Fig. 2. Experimental results about the position of the finger joints found using a vicon motion capture system. (a) The marker position used to measure the joint position. With this marker setup, the position of the MCP, PIP, and DIP joint are measured, as shown in (b), (c), and (d). Since the joints move as the joint angle changes, the positions of the joints are expressed in terms of the angle of the joints.

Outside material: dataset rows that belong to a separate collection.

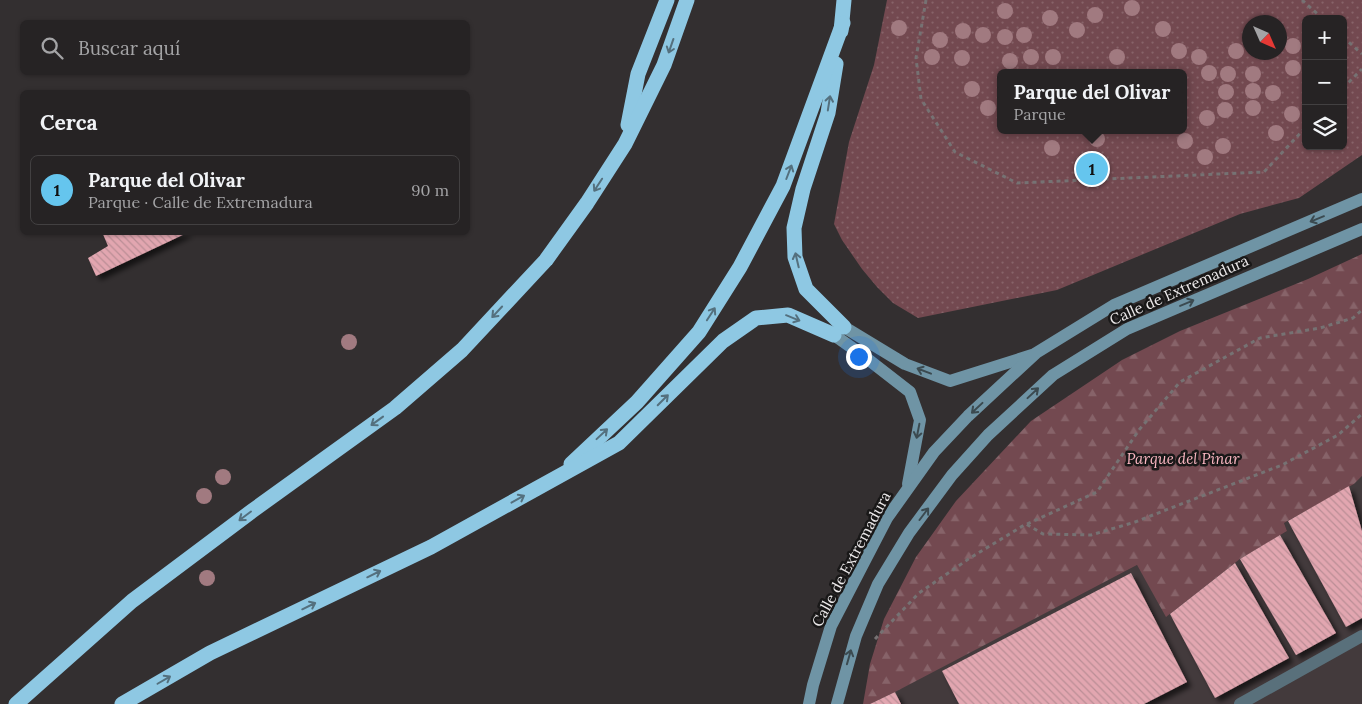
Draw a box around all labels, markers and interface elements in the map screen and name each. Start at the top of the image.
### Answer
north arrow [1242,15,1287,60]
map controls [1302,15,1347,150]
button: + [1302,15,1347,60]
search box [20,20,470,75]
icon: search [38,34,66,62]
text: Buscar aquí [78,36,180,60]
one-way arrow [666,38,675,53]
button: − [1302,60,1347,105]
popup [997,69,1187,134]
text: Parque del Olivar [1014,80,1170,104]
one-way arrow [825,95,835,111]
text: Parque [1014,104,1066,124]
button: layers [1302,105,1347,150]
text: Cerca [40,109,98,136]
pin: 1 [1076,150,1108,188]
one-way arrow [785,164,794,179]
text: Parque del Olivar [88,168,245,192]
one-way arrow [593,178,603,192]
text: 1 [54,180,60,200]
text: 90 m [411,180,449,200]
text: Parque · Calle de Extremadura [88,192,313,212]
one-way arrow [1310,215,1326,224]
street label: Calle de Extremadura [1106,251,1252,329]
one-way arrow [792,253,801,269]
one-way arrow [1179,297,1194,307]
one-way arrow [492,305,504,318]
one-way arrow [706,307,716,321]
one-way arrow [785,314,800,323]
your location [846,344,872,370]
one-way arrow [917,366,932,375]
one-way arrow [1026,388,1039,399]
one-way arrow [657,394,669,406]
one-way arrow [971,402,984,414]
one-way arrow [370,416,384,426]
one-way arrow [913,423,923,439]
one-way arrow [596,428,608,440]
park label: Parque del Pinar [1126,449,1240,468]
street label: Calle de Extremadura [807,488,895,630]
one-way arrow [510,494,525,503]
one-way arrow [918,508,929,521]
one-way arrow [239,510,252,521]
one-way arrow [366,569,381,578]
one-way arrow [301,600,316,610]
one-way arrow [845,649,855,665]
one-way arrow [157,674,171,684]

In order to use the measured data in other analysis, linear regression between the joint rotation and the joint position was performed. Table 1 is the result of the linear regression with the data shown in Figure 2. The parameters in the table indicate the gradient and the y-intercept of X, Y, and Z position of each joint with respect to the rotation angles. For example, X value of MCP joint position can be expressed as −6.05 × (joint angle) + 48.78. Here, the X, Y, and Z position of MCP, PIP, and DIP joints are expressed in the Base, MCP, and PIP frame respectively (Figure 2.a). Since the joint positions have a linear relationship with the rotation angles, we can easily estimate the X, Y, and Z values by using the parameters offered in Table 1. From these joint positions, we can also estimate the length of each phalange, which is the size of the vector pointing from one joint to another, by converting all X, Y, and Z values with respect to the Base frame coordinates. Table

For the stiffness parameter estimation, we performed experiments to obtain the relationship between wire tension, wire stroke and joint angle. In order to determine the relationship, motor encoder, motion data, and loadcell data was measured simultaneously. The relationship was obtained using Gaussian Process Regression; the results are shown in Figure 3. In this figure, (a), (c) and (e) show the tendency of the joint angle along with the regression results. Here, the x axis of the graphs means the number of data; the number of data in x axis means that i-th row of the x axis is i-th data in the data set. In order to show the accuracy of estimation, the relationship between estimated angle and ground truth angle is compared as shown in Figure 3 (b),(d) and (f). As the root mean square error (RMSE) in the figures show, the proposed estimation fits well in the ground truth angle.

Fig. 3. Experimental results of the stiffness parameter estimation that shows a relationship between the joint angle and the wire tension. (a,c,e) are plots of the ground truth angles measured by Vicon cameras and estimated angles using the wire tension and wire stroke. (b,d,f) are comparisons between the estimation and the ground truth. The RMS error indicates the disparity from the y = x relationship.